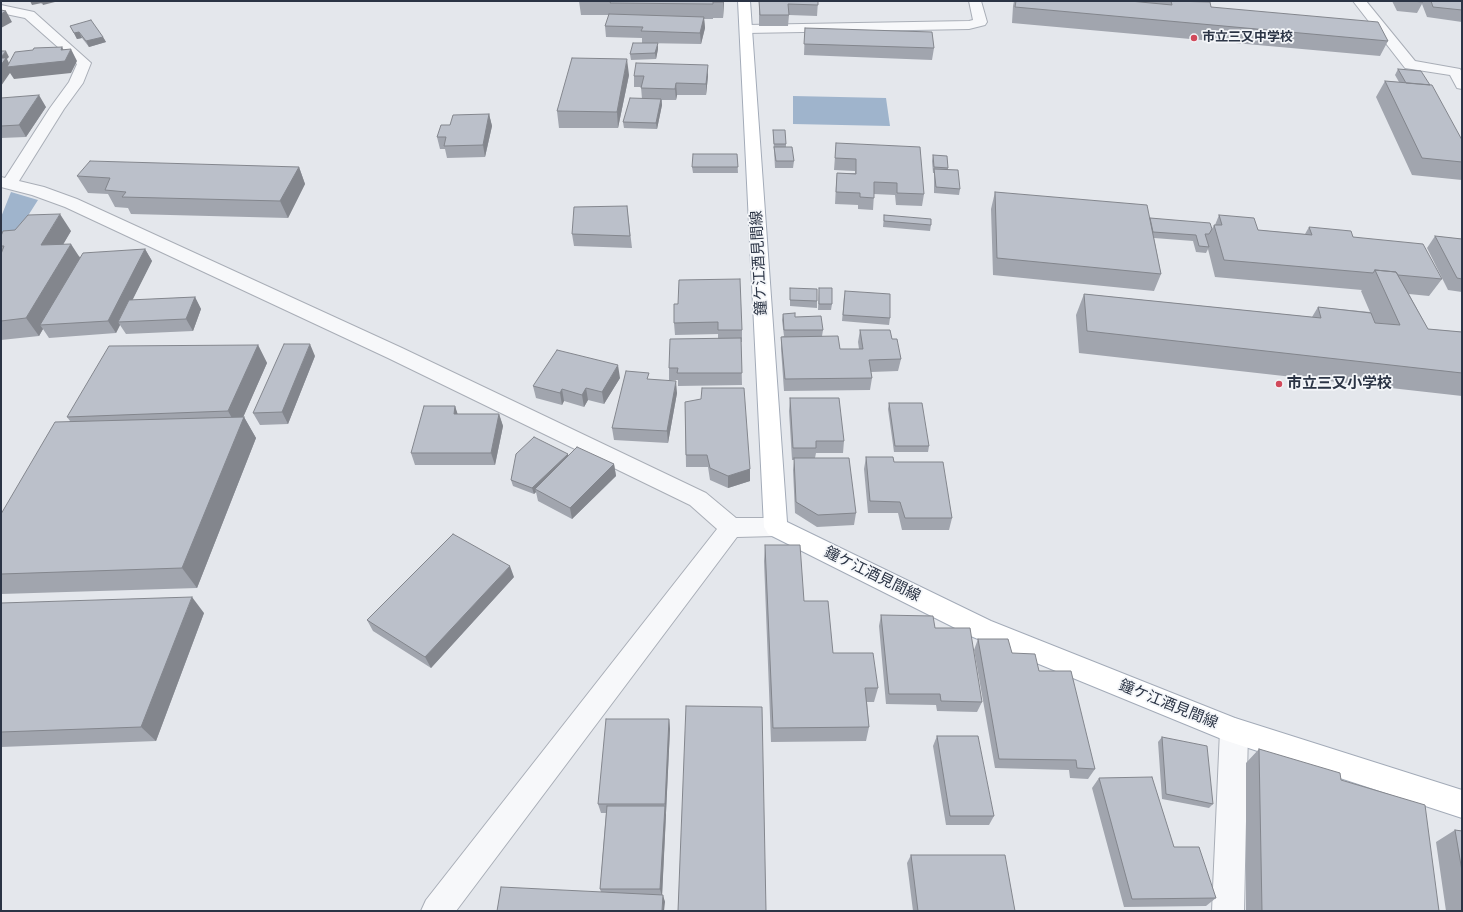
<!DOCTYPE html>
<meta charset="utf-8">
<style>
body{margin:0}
#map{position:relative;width:1463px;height:912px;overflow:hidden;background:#e4e7ec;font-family:Jost,sans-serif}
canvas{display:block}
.frame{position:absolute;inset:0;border:2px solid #2b3445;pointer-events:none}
</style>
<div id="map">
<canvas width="1463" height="912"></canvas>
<div class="frame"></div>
</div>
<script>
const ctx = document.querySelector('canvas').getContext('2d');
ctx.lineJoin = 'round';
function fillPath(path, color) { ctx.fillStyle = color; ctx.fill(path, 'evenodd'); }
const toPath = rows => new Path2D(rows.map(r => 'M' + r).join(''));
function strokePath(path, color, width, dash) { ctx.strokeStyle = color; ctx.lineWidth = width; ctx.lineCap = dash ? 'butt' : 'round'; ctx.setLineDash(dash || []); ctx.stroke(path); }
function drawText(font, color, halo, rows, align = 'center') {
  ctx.font = font + ' Jost,"Noto Sans JP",sans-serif'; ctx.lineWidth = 3.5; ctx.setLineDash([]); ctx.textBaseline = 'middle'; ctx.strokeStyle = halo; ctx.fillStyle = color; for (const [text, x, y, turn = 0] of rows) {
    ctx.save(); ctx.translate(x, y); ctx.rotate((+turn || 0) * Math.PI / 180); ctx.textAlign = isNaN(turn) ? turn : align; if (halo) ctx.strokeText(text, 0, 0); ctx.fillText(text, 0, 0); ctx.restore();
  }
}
fillPath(toPath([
 [793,96,886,98,890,126,793,124],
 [11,192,38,200,10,244,1,263,1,217]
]), '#9fb4cc');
const minor = toPath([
 [969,1,981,1,987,22,985,25,969,29,747,33,742,32,740,29,742,26,747,25,969,21,973,20,969,1],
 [1353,1,1366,1,1415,61,1460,69,1462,72,1462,89,1457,88,1450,75,1405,68,1353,1],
 [1,5,34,12,91,63,83,83,64,109,19,181,44,187,77,199,402,348,706,493,736,518,776,518,784,520,788,527,784,534,776,536,737,537,456,911,421,911,426,900,717,529,690,505,388,358,65,207,32,195,1,187,1,177,5,178,50,108,69,82,77,64,25,18,1,13,1,5],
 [1234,718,1244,722,1248,731,1244,911,1212,911,1220,731,1224,722,1234,718]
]);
const major = toPath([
 [738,1,750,1,787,522,991,621,1235,718,1462,790,1462,818,1224,740,973,637,768,534,764,527,738,1]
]);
strokePath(minor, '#a9aeb7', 2);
strokePath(major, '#a3abb8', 2);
fillPath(minor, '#f7f8fa');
fillPath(major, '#fff');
fillPath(toPath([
 [579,1,724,1,723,18,713,18,713,19,704,19,705,28,701,44,642,43,642,38,606,37,605,26,609,15,581,15],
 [759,1,818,1,817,16,789,15,788,26,759,26],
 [1014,1,1203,1,1211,7,1388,41,1380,56,1012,23,1013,6],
 [1392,1,1462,1,1462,22,1427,17,1422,4,1417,13,1397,11],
 [70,26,103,37,106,42,89,47,82,38,77,39],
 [805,28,934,48,932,60,804,55],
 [658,49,656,59,631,60,630,54],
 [1398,69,1462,140,1462,180,1412,175,1376,97,1385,81,1399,82,1395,75],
 [629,75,618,128,559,128,557,111],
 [634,76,708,76,706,95,677,95,676,100,662,100,662,105,657,129,624,128,623,122,642,99,641,87,634,87],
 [1,98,46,107,26,137,1,138],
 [489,114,492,126,485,157,447,158,445,149,440,149,437,137,450,125],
 [773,130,786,144,786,147,794,161,793,168,775,168,774,150],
 [836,143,924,194,922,206,896,205,895,195,874,194,873,210,858,209,858,205,835,204,836,185,837,173,855,173,855,171,834,170],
 [737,154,738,173,693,173,692,167],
 [933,155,948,168,948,169,960,189,959,195,934,193,934,173,933,173,932,161],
 [299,167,305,184,288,218,131,214,128,208,115,207,108,194,88,193,77,176],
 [995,192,1150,218,1212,229,1214,225,1215,225,1219,215,1258,230,1305,234,1309,227,1353,237,1442,279,1429,296,1409,294,1428,329,1462,332,1462,396,1079,353,1076,315,1084,294,1312,317,1318,307,1370,312,1361,291,1362,290,1215,277,1208,249,1206,253,1196,252,1193,241,1154,238,1161,274,1154,291,993,275,991,209],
 [627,206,632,248,574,246,572,234],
 [884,215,931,225,930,231,883,227],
 [71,231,63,244,80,257,145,249,152,261,132,300,195,297,201,309,193,331,126,334,120,325,116,333,49,338,43,329,39,336,1,340,1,236],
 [1435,236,1462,239,1462,292,1448,290,1427,248],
 [790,288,817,301,817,308,790,306],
 [819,288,832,304,831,310,818,310],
 [844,297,890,318,889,325,842,321],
 [674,304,742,330,742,342,741,342,742,385,678,386,678,380,669,380,669,368,718,339,718,334,675,335,674,323],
 [783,314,795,317,823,330,822,336,840,349,859,349,858,342,860,330,892,339,901,359,898,371,871,372,872,378,870,390,784,391,781,349,781,337,784,336,782,320],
 [258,345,267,363,243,417,244,417,256,438,197,588,1,594,1,514,70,421,67,417],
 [315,356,288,424,260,425,253,413],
 [620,378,604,404,588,400,584,407,564,401,562,405,536,398,533,386],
 [649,379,677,393,668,443,614,440,612,428],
 [790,398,844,441,843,453,816,453,815,458,856,513,854,525,817,527,795,513,793,470,794,460,792,460,789,411],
 [685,402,750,469,750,481,728,488,710,480,708,467,686,467],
 [889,403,929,446,928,452,894,452,888,409],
 [455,406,457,414,499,414,503,426,495,465,415,465,411,453],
 [568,456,614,464,616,476,572,519,538,501,536,492,534,494,513,486,511,480],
 [866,457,894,462,952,518,949,530,902,530,898,513,868,513,864,469],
 [765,545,804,601,833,653,878,688,874,702,867,702,869,727,866,741,771,742,764,561],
 [514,577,431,668,373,631,367,620],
 [1,603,204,613,156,741,1,747],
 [881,615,935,628,982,702,977,712,937,711,936,705,886,704,879,626],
 [978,639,1012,653,1039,671,1095,769,1088,779,1070,778,1069,770,995,768,974,650],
 [669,719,670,729,662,895,665,902,601,892,600,889,606,813,601,813,598,804],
 [937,736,994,816,989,825,946,825,933,746],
 [1162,737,1213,804,1209,808,1162,799,1158,742],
 [1259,749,1341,780,1439,911,1246,911,1246,763],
 [1099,778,1174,847,1216,898,1206,906,1124,907,1092,788],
 [1455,830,1462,831,1462,911,1446,911,1436,842],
 [911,855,1015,911,913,911,907,863]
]), '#a1a5ae');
fillPath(toPath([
 [30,1,41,1,42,3,32,5],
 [41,1,59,1,43,5],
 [723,1,724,1,723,18],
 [6,11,12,22,1,28,1,14],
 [704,17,705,28,701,44,700,33],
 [79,32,82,38,77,39,74,33],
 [103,37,106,42,89,47,86,41],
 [658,43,658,49,656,59,655,53],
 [62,47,67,56,71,49,77,61,71,73,14,79,10,73,1,86,1,57,6,51,9,57,7,59,11,67,61,50],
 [627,59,629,75,618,128,617,112],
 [708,65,708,76,706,95,706,84],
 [676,83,677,95,676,100,675,89],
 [39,95,46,107,26,137,19,125],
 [661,99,662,105,657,129,656,123],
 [489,114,492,126,485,157,483,145],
 [299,167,305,184,288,218,280,201],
 [60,214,71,231,53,262,41,245],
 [71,244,82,261,40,325,43,329,39,336,26,318],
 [145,249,152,261,122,321,118,322,120,325,116,333,108,321],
 [195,297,201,309,193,331,186,319],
 [310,344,315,356,288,424,282,412],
 [258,345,267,363,238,429,228,411],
 [618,365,620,378,604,404,602,392],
 [676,381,677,393,668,443,667,431],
 [586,388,588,400,584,407,582,395],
 [562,389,564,401,562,405,560,393],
 [455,406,459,418,454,414],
 [499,414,503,426,495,465,491,453],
 [244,417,256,438,197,588,182,568],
 [568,454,569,460,535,489,536,492,534,494,532,488],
 [614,464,616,476,572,519,570,508],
 [750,469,750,481,728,488,728,476],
 [510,566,514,577,431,668,425,657],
 [192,597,204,613,156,741,141,727],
 [669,719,670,729,666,813,665,804],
 [665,806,666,815,662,897,660,889],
 [663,895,665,902,664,911,662,911]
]), '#83868d');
const building = toPath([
 [611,1,723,1,723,2,713,2,713,4,610,3,611,1],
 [759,1,818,1,818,5,788,4,789,15,760,15,759,1],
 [1016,1,1130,1,1172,5,1171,1,1210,2,1211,7,1378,22,1388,41,1015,7,1016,1],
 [1411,1,1423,1,1423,2,1411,1],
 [1431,1,1462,1,1462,10,1433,7,1431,1],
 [1,10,6,11,1,14,1,10],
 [609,14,704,17,700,33,641,31,643,27,605,26,609,14],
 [91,20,103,37,86,41,79,32,74,33,70,26,91,20],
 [805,28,932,32,934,48,804,44,805,28],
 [633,43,658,43,655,53,630,54,633,43],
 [62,47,61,50,71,49,65,61,7,67,15,52,33,50,34,48,62,47],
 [1,51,6,51,1,57,1,51],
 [1,58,6,58,1,65,1,58],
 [572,58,627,59,617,112,557,111,572,58],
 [636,63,708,65,706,84,676,83,675,89,641,88,644,76,634,76,636,63],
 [1398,69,1421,71,1430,85,1406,83,1398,69],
 [1385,81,1432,85,1462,140,1462,162,1422,158,1385,81],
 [39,95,19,125,1,126,1,98,39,95],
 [630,98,661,99,656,123,623,122,630,98],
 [489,114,483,145,444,146,446,137,437,137,441,125,450,125,453,115,489,114],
 [773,130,785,130,786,144,774,144,773,130],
 [836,143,920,147,924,194,897,193,897,183,874,182,874,198,860,197,860,193,836,192,837,173,856,174,856,159,835,158,836,143],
 [774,147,792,147,794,161,776,161,774,147],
 [693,154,737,154,738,167,692,167,693,154],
 [933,155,947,156,948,168,934,167,933,155],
 [90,161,299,167,280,201,122,197,126,192,105,190,110,178,77,176,90,161],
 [934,169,958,170,960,189,936,187,934,169],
 [995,192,1147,205,1161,274,997,258,995,192],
 [627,206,630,236,572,234,574,207,627,206],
 [60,214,41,245,71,244,26,318,1,321,1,254,4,246,1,246,1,236,3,231,15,230,28,215,60,214],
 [884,215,931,219,931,225,884,221,884,215],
 [1219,215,1254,218,1258,230,1312,235,1309,227,1351,231,1353,237,1423,244,1442,279,1398,275,1396,272,1375,270,1373,273,1224,260,1214,225,1222,225,1219,215],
 [1150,218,1210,223,1212,229,1209,234,1205,234,1209,247,1199,246,1196,235,1153,232,1150,218],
 [1435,236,1462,239,1462,279,1457,278,1435,236],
 [145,249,108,321,40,325,83,253,145,249],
 [1375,270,1396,272,1428,329,1462,332,1462,373,1087,331,1084,294,1321,318,1318,307,1371,313,1375,323,1400,325,1375,270],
 [740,279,742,330,718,330,718,322,674,323,674,304,678,304,679,280,740,279],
 [790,288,817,289,817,301,790,300,790,288],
 [819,288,832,288,832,304,819,304,819,288],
 [845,291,890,294,890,318,843,315,845,291],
 [195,297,186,319,118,322,129,300,195,297],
 [795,313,795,317,821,316,823,330,784,330,783,314,795,313],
 [860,330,890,330,892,339,897,339,901,359,869,360,872,378,785,379,781,337,838,336,840,349,863,349,860,330],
 [741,338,742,373,677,373,678,368,669,368,670,339,741,338],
 [284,344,310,344,282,412,253,413,284,344],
 [258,345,228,411,67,417,109,346,258,345],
 [557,350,618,365,602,392,586,388,582,395,562,389,560,393,533,386,557,350],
 [626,371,649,373,647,379,676,381,667,431,612,428,626,371],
 [702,388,744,388,750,469,728,476,710,468,707,455,686,455,685,402,701,399,702,388],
 [790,398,839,398,844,441,816,441,816,448,793,448,790,398],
 [889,403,922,403,929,446,895,446,889,403],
 [424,406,455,406,454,414,499,414,491,453,411,453,424,406],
 [244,417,182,568,1,574,1,514,55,422,244,417],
 [534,437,568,454,532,488,511,480,516,454,534,437],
 [577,447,614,464,570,508,535,489,577,447],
 [866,457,893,457,894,462,943,462,952,518,905,518,900,502,870,501,866,457],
 [794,458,849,458,856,513,818,515,796,502,794,458],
 [453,534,510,566,425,657,367,620,453,534],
 [765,545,800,545,804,601,828,601,833,653,873,653,878,688,865,688,869,727,773,728,765,545],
 [192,597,141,727,1,732,1,603,192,597],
 [881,615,933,616,935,628,970,628,982,702,941,701,940,694,889,694,881,615],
 [978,639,1008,639,1012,653,1035,654,1039,671,1071,671,1095,769,1077,768,1076,760,999,759,978,639],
 [686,706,762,707,766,911,678,911,686,706],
 [606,719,669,719,665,804,598,804,606,719],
 [937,736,978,736,994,816,950,816,937,736],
 [1162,737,1207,746,1213,804,1166,794,1162,737],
 [1259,749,1340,773,1341,780,1425,805,1439,911,1262,911,1259,749],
 [1152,777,1174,847,1199,847,1216,898,1132,899,1099,778,1152,777],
 [607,806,665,806,660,889,600,889,607,806],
 [1455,830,1462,831,1462,871,1455,830],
 [911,855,1005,855,1015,911,918,911,911,855],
 [501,887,663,895,662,911,497,911,501,887]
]);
fillPath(building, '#bbc0ca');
strokePath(building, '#83868d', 1);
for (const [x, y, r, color] of [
 [1194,38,4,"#d1495b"],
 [1279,384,4,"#d1495b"]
]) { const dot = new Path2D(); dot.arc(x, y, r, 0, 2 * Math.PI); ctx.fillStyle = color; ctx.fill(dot); strokePath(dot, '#f4f6f9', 1.5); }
drawText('bold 13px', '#2b3445', '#f4f6f9', [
 ["市立三又中学校",1202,38]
], 'left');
drawText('15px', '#2b3445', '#f4f6f9', [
 ["鐘ケ江酒見間線",760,263,-93],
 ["鐘ケ江酒見間線",872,575,26],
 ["鐘ケ江酒見間線",1168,705,22]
]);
drawText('bold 15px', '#2b3445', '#f4f6f9', [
 ["市立三又小学校",1287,384]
], 'left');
</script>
-----
• Required work
State how many lines of the data contain the word "canvas". Nothing besides the number belongs in the reply.

• Reply to the task
3